Nous avancions lentement sur une route de graviers car, selon la devise des Patagons, se hâter est le plus sûr moyen de ne pas arriver et seuls les fuyards sont pressés. De plus, nous devions de temps en temps faire une halte, descendre de voiture, ouvrir et refermer les barrières destinées à maintenir le bétail d’un côté ou de l’autre des fils barbelés. Elles s’ouvrent facilement mais les refermer demande un certain temps, avant de comprendre les curieux mécanismes inventés par les gauchos. Dans ces moments-là, on a l’impression d’entendre les vanneaux croasser de façon plutôt sarcastique. Le corbeau d’Edgar Poe répétait « jamais plus », les vanneaux ne sont pas des corbeaux mais, alors que je refermais la barrière du mauvais côté, je les ai parfaitement entendus me traiter de connard du haut d’une branche.

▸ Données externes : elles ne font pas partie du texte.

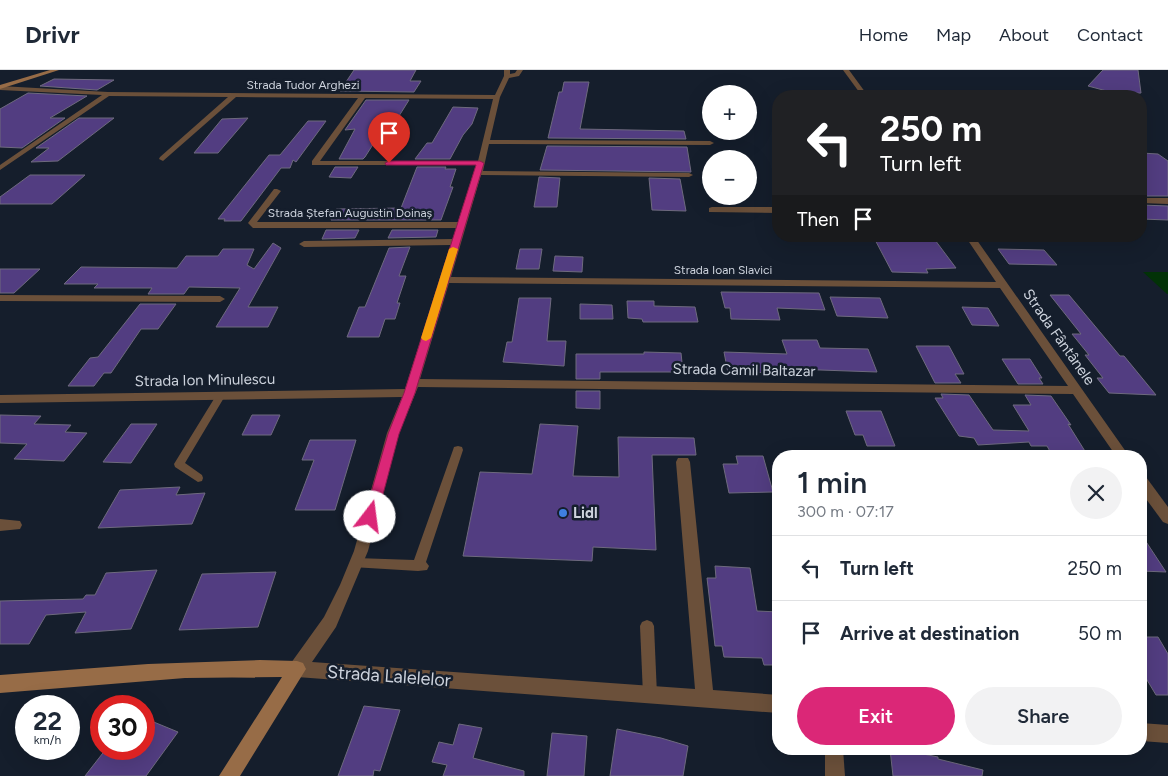 <!DOCTYPE html>
<meta charset="utf-8">
<style>
:root{--surface:#fff;--page:#f2f2f3;--text:#1f2937;--muted:#747a83;--line:#e0e1e3;--accent:#db2777}
body{margin:0;font-family:Figtree,sans-serif;background:var(--page);color:var(--text);height:100vh;display:flex;flex-direction:column;font-size:19px;white-space:nowrap}
*{box-sizing:border-box;margin:0}
p{font-size:16px;color:var(--muted)}
.icon{flex:none;width:28px;height:28px;fill:none;stroke:currentColor;stroke-width:2;stroke-linecap:round;stroke-linejoin:round}
.map{position:relative;flex:1;overflow:hidden}
.drawer{position:absolute;left:772px;top:380px;width:375px;height:305px;display:flex;flex-direction:column;background:var(--surface);border-radius:20px;box-shadow:0 5px 20px #0002}
.drawer>*{flex:none}
.banner{position:absolute;left:772px;top:20px;width:375px;height:152px;border-radius:20px;box-shadow:0 5px 20px #0002;background:#202124;color:#fff;overflow:hidden}
.buttons{position:absolute;left:702px;top:15px;display:grid;gap:10px}
.buttons a{display:grid;place-items:center;width:55px;height:55px;border-radius:50%;background:var(--surface);box-shadow:0 5px 20px #0002;font-size:25px}
.speed{position:absolute;left:15px;top:625px;display:flex;gap:10px;font-size:25px;font-weight:700;text-align:center}
.speed>*{display:grid;place-content:center;width:65px;height:65px;border-radius:50%;background:var(--surface);box-shadow:0 5px 20px #0002;line-height:1}
.speed small{font-size:12px;font-weight:400}
.speed .limit{border:8px solid #d22;background:#fff;color:#111}
.pin{position:absolute;display:grid;place-items:center;width:42px;height:42px;color:#fff;margin:-51px -21px;border-radius:50% 50% 50% 0;rotate:-45deg;box-shadow:0 0 5px #0007}
.pin .icon{rotate:45deg}
.me{position:absolute;width:55px;margin:-28px;rotate:15deg;stroke-linejoin:round;filter:drop-shadow(0 0 4px #0008)}
.turn{display:flex;align-items:center;gap:18px;height:105px;padding:0 25px;font-size:22px}
.turn .icon{width:65px;height:65px;stroke-width:2.5}
.turn b{display:block;font-size:35px;line-height:42px}
.then{display:flex;align-items:center;height:48px;padding:0 25px;background:#0003;gap:10px;font-size:19px}
.round{display:grid;place-items:center;flex:none;width:52px;height:52px;border-radius:26px;background:var(--page)}
.headline{display:flex;align-items:center;justify-content:space-between;height:85px;padding:0 25px}
h1{font-size:30px;font-weight:600;line-height:38px}
.button{display:flex;gap:10px;margin-top:auto;padding:10px 25px}
.button a{flex:1;height:58px;border-radius:30px;background:var(--accent);color:#fff;font-size:20px;font-weight:600;line-height:58px;text-align:center}
.button a+a{background:var(--page);color:var(--text)}
ul{padding:0;list-style:none}
li{display:flex;align-items:center;gap:15px;height:65px;padding:0 25px;border-top:1px solid var(--line)}
li div{flex:1}
li b{display:block;font-size:19px}
li em{font-style:normal}
header{display:flex;align-items:center;gap:30px;box-sizing:border-box;height:70px;padding:0 25px;background:var(--surface);border-bottom:1px solid var(--line)}
header strong{font-size:24px}
nav{display:flex;gap:28px;margin-inline-start:auto;font-size:18px}
.map>svg:first-child{display:block}
</style>
<header>
<strong>Drivr</strong>
<nav><a>Home</a><a>Map</a><a>About</a><a>Contact</a></nav>
</header>
<div class="map">
<svg width="1168" height="706" viewBox="0 0 1168 706">
<rect width="100%" height="100%" fill="#151e2c"/>
<path fill="#023207" d="M1143,202H1168V224H1167Z"/>
<g fill="#523d81" stroke="#6e6a7e">
<path d="M354,0H416L410,11H421L414,22L340,21Z"/>
<path d="M1103,0H1138L1141,23L1118,24L1088,16Z"/>
<path d="M54,9L114,10L97,20L40,16Z"/>
<path d="M564,12H589L580,59L684,61L686,69L548,68L559,22H562Z"/>
<path d="M28,23L87,26L50,48H65L22,78L0,77V39Z"/>
<path d="M366,30H409L399,46H391L365,87L363,89H339L355,59L345,60Z"/>
<path d="M453,37L478,38L472,54L463,65L450,89H415L427,73H432Z"/>
<path d="M79,48H114L58,91L31,92L49,78H36Z"/>
<path d="M248,48L218,83H194L222,49Z"/>
<path d="M308,51H326L296,92L293,90L290,98H281L241,151H224L225,149H218L269,85H280Z"/>
<path d="M547,76L687,77L691,102L540,100Z"/>
<path d="M1141,83L1158,84L1168,91V126H1141Z"/>
<path d="M335,97H358L351,108L329,107Z"/>
<path d="M417,97H446L445,99H456L450,117H453L441,150H331L336,139L401,138Z"/>
<path d="M30,105H85L52,134H0V127Z"/>
<path d="M539,107L560,108L557,137H534Z"/>
<path d="M649,108L680,109L686,141L652,140Z"/>
<path d="M1141,135L1168,136V150L1141,149Z"/>
<path d="M326,160H359L355,168L322,169Z"/>
<path d="M392,160H438L436,167L388,168Z"/>
<path d="M873,166H932L956,198L926,199L928,203L892,202Z"/>
<path d="M273,173L281,178L248,237H278L268,257H216L240,218L189,217L184,224H148L152,218H94L98,214H64L81,197L177,198L186,186H218L223,179H254L247,195L254,199Z"/>
<path d="M410,177L399,206H406L397,233H400L395,249H385L379,267H347L359,237H365L389,178Z"/>
<path d="M520,179H542L539,199H516Z"/>
<path d="M998,179L1044,180L1057,195L1009,194Z"/>
<path d="M555,186L583,187L582,202L553,201Z"/>
<path d="M0,199H40L14,223H0Z"/>
<path d="M721,222L819,223L825,240L777,238L780,250L731,249L730,238H725Z"/>
<path d="M1050,225H1069L1120,286H1124L1156,325L1109,323L1097,308H1103L1085,285H1089L1072,264H1081Z"/>
<path d="M830,227L880,228L888,248L837,246Z"/>
<path d="M519,228H551L547,271H566L564,296L503,292L507,272H512Z"/>
<path d="M627,231H654V236L695,237L698,252H643L642,249L628,248Z"/>
<path d="M140,234H176L158,259H141L111,303H104L94,316H68L90,288L98,287Z"/>
<path d="M580,234L612,235L613,249H580Z"/>
<path d="M962,237L988,238L999,256L972,255Z"/>
<path d="M782,270H817L820,278L868,279L877,302L792,299L793,302L728,303L724,282L787,284Z"/>
<path d="M916,276H949L964,304H955L961,313H935Z"/>
<path d="M644,282L681,283L683,302H600V309H576V284H644Z"/>
<path d="M1002,289H1030L1042,308H1039L1043,314H1018Z"/>
<path d="M576,321H600V339L576,338Z"/>
<path d="M941,324L969,325L993,360L1029,361L1013,335H1031L1025,325L1051,326L1071,355L1068,354L1088,386L1052,385L1047,376H1031L1029,372L978,375L974,368L959,366L935,328H943Z"/>
<path d="M846,341H881L895,376H867L863,365H855Z"/>
<path d="M0,345L41,346L34,354L71,355L65,362L87,363L64,391L14,389L27,374L0,373Z"/>
<path d="M252,345H280L271,365H242Z"/>
<path d="M131,354H157L131,393L103,392Z"/>
<path d="M540,354L578,356L573,406L619,407L618,367L694,368L696,385H652L656,480L593,477L592,491L463,486L480,402L532,404Z"/>
<path d="M310,370H356L335,440H295L314,390H302Z"/>
<path d="M736,386H763L773,422L729,423L723,394H738Z"/>
<path d="M180,417L176,425L205,423L192,454L98,458L120,420Z"/>
<path d="M1141,464L1166,502L1141,501Z"/>
<path d="M715,496L750,498L757,541L779,542V595H764L762,588L724,587L722,576H715L707,508H716Z"/>
<path d="M157,500L131,559L75,563L86,542L46,545L29,574H0V531L83,529L86,525H95L106,503Z"/>
<path d="M276,502L258,557L179,560L202,504Z"/>
<path d="M1141,567H1158L1168,584V625H1156L1141,600Z"/>
<path d="M364,636L400,640L380,701L374,700L373,706H338Z"/>
<path d="M144,648L178,662L146,706H85L106,679H144Z"/>
<path d="M459,654L482,658L473,688L524,701V706H443L447,695L432,692L439,672L453,675Z"/>
<path d="M617,659L661,668L688,676L683,706H610Z"/>
<path d="M552,663L587,666L584,706H547Z"/>
<path d="M890,679H899L938,687V689L983,700L982,706H893Z"/>
</g>
<g fill="none" stroke-linecap="round" stroke-linejoin="round">
<g fill="#6b503a" fill-rule="evenodd">
<path d="M220,323L225,326L185,393L202,405L203,408L202,411L198,412L175,397L174,394L217,324Z"/>
<path d="M458,376L462,377L463,380L426,492L429,496L427,500L418,501L352,497L350,493L352,489L356,488L414,490L453,380L454,377Z"/>
<path d="M647,550L652,552L654,556L657,625L655,630L650,632L645,630L643,625L640,556L642,552Z"/>
</g>
<g fill="#6b503a" fill-rule="evenodd">
<path d="M504,0H510V4L515,3L517,0H523L519,6L509,8L500,27L490,70L710,71L714,73L710,75L489,74L483,101L689,103L693,105L689,107L481,105L451,207L996,212L965,166H974L1129,386H1116L1073,324L418,317L399,363L368,481L336,557L312,592L695,619L676,392L678,388H688L690,392L713,620L779,625V643L297,607L291,605L288,599L291,593L324,547L340,515L354,481L387,363L402,327L0,333V325L405,319L451,175L304,177L299,174L304,171L453,169L457,158H253L248,153L274,119H277L281,121L257,152H458L476,95H312V91L358,28L236,27L163,91L159,89L160,87L228,27L109,26L0,100V95L102,25L0,20V16L108,22L495,25L504,6ZM365,28L493,29L478,91H320ZM449,213L1000,218L1068,316L420,309Z"/>
<path d="M843,0H849L868,26H862Z"/>
<rect x="1141" y="76" width="4" height="4"/>
<path d="M1141,128H1168V134L1141,133Z"/>
<path d="M712,137H779V143L709,142V138Z"/>
<path d="M0,225L220,226L225,229L220,232L0,231Z"/>
<path d="M1141,406L1146,407L1168,437V454L1163,452L1141,422Z"/>
<path d="M0,449L20,451L22,455L20,459L0,461Z"/>
<path d="M1141,653L1168,655V673L1141,671Z"/>
<path d="M825,679H843L845,706H825Z"/>
</g>
<g fill="#976c47" fill-rule="evenodd">
<path d="M50,0H59L0,19V15Z"/>
<path d="M260,590L297,591L303,593L306,599L240,706H219L282,607L185,608L0,623V605L148,594Z"/>
</g>
</g>
<path fill="#db2777" stroke="#8e194d" d="M389,91H480L484,93L415,323L399,364L377,447L375,451L370,453L366,451L364,447L388,364L404,323L476,95H386L385,93Z"/>
<path fill="#f59e0b" d="M453,177L458,179L431,268L426,271L423,270L421,268L449,179Z"/>
<circle fill="#3f7fe0" stroke="#151e2c" stroke-width="2" cx="563" cy="443" r="5"/>
<g text-anchor="middle" stroke-width="5" stroke-linejoin="round" paint-order="stroke">
<g font-size="12" fill="#cdd3dd" stroke="#151e2c">
<text x="303" y="19">Strada Tudor Arghezi</text>
<text x="350" y="147">Strada Ștefan Augustin Doinaș</text>
<text x="723" y="204">Strada Ioan Slavici</text>
</g>
<g font-size="15" fill="#cdd3dd" stroke="#151e2c">
<text transform="translate(1059 267) rotate(55)" y="5">Strada Fântânele</text>
<text transform="translate(744 300) rotate(1)" y="5">Strada Camil Baltazar</text>
<text transform="translate(205 310) rotate(-1)" y="5">Strada Ion Minulescu</text>
</g>
<g font-size="15" font-weight="bold" fill="#cdd3dd" stroke="#151e2c" text-anchor="start">
<text x="573" y="448">Lidl</text>
</g>
<g font-size="18" fill="#cdd3dd" stroke="#151e2c">
<text transform="translate(389 606) rotate(4)" y="6">Strada Lalelelor</text>
</g>
</g>
</svg>
<div class="buttons">
<a>+</a>
<a>−</a>
</div>
<div class="speed"><div>22<small>km/h</small></div><div class="limit">30</div></div>
<div class="pin" style="left:389px;top:93px;background:#d93025"><svg class="icon" aria-label="arrive" viewBox="0 0 24 24"><path d="M6 21V4h12l-3 4 3 4H6"/></svg></div>
<svg class="me" style="left:370px;top:447px" viewBox="-20 -20 40 40"><circle r="19" fill="#fff"/><path d="M0-13L10 11 0 6-10 11z" fill="#db2777"/></svg>
<div class="banner">
<div class="turn"><svg class="icon" aria-label="left" viewBox="0 0 24 24"><path d="M17 20v-9H6M10 6l-5 5 5 5"/></svg><div><b>250 m</b>Turn left</div></div>
<div class="then">Then<svg class="icon" aria-label="arrive" viewBox="0 0 24 24"><path d="M6 21V4h12l-3 4 3 4H6"/></svg></div>
</div>
<section class="drawer">
<div class="headline"><div><h1>1 min</h1><p>300 m · 07:17</p></div><a class="round"><svg class="icon" aria-label="close" viewBox="0 0 24 24"><path d="M6 6l12 12M18 6L6 18"/></svg></a></div>
<ul>
<li><svg class="icon" aria-label="left" viewBox="0 0 24 24"><path d="M17 20v-9H6M10 6l-5 5 5 5"/></svg><div><b>Turn left</b></div><em>250 m</em></li>
<li><svg class="icon" aria-label="arrive" viewBox="0 0 24 24"><path d="M6 21V4h12l-3 4 3 4H6"/></svg><div><b>Arrive at destination</b></div><em>50 m</em></li>
</ul>
<div class="button"><a>Exit</a><a>Share</a></div>
</section>
</div>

Après avoir franchi le dernier obstacle, nous sommes arrivés sur la route, elle aussi de graviers, qui conduit à Cholila. Mon socio vérifiait son Leica même s’il n’y avait pas grand-chose à photographier. Au nord, au sud et à l’est s’étendait la steppe clairsemée de la Patagonie et, à l’ouest, les verts et lointains versants de la cordillère. Des faucons, sérieux comme des curés de village, nous regardaient passer du haut du poteau télégraphique qui leur servait de poste d’observation et ils se sont envolés dès que mon socio a brandi son appareil.
Avec ou sans nuages, le ciel patagon semble toujours bas, il cesse d’être l’immense voûte céleste des autres latitudes et écrase le voyageur. Au cours d’un précédent voyage, alors que je chevauchais aux alentours du Rio Mayo, j’ai croisé un gaucho venant en sens inverse. A vrai dire, on ne peut pas parler de rencontre car le cavalier dormait, mais les chevaux se sont arrêtés face à face pour nous rappeler les coutumes humaines. L’immobilité l’a réveillé en sursaut, il a ouvert les yeux et m’a salué :
— Comment ça va, l’ami ?
— Bien et vous ?
— Comme vous voyez, entre le ciel et la terre, m’a-t-il dit avant d’éperonner son cheval.
Effectivement, dans la steppe patagone on est entre ciel et terre. Ajouté à l’uniformité de la plaine cela permet de tout voir, objet ou détail, aussi loin soit-il, et tout prend un caractère inédit, extraordinaire.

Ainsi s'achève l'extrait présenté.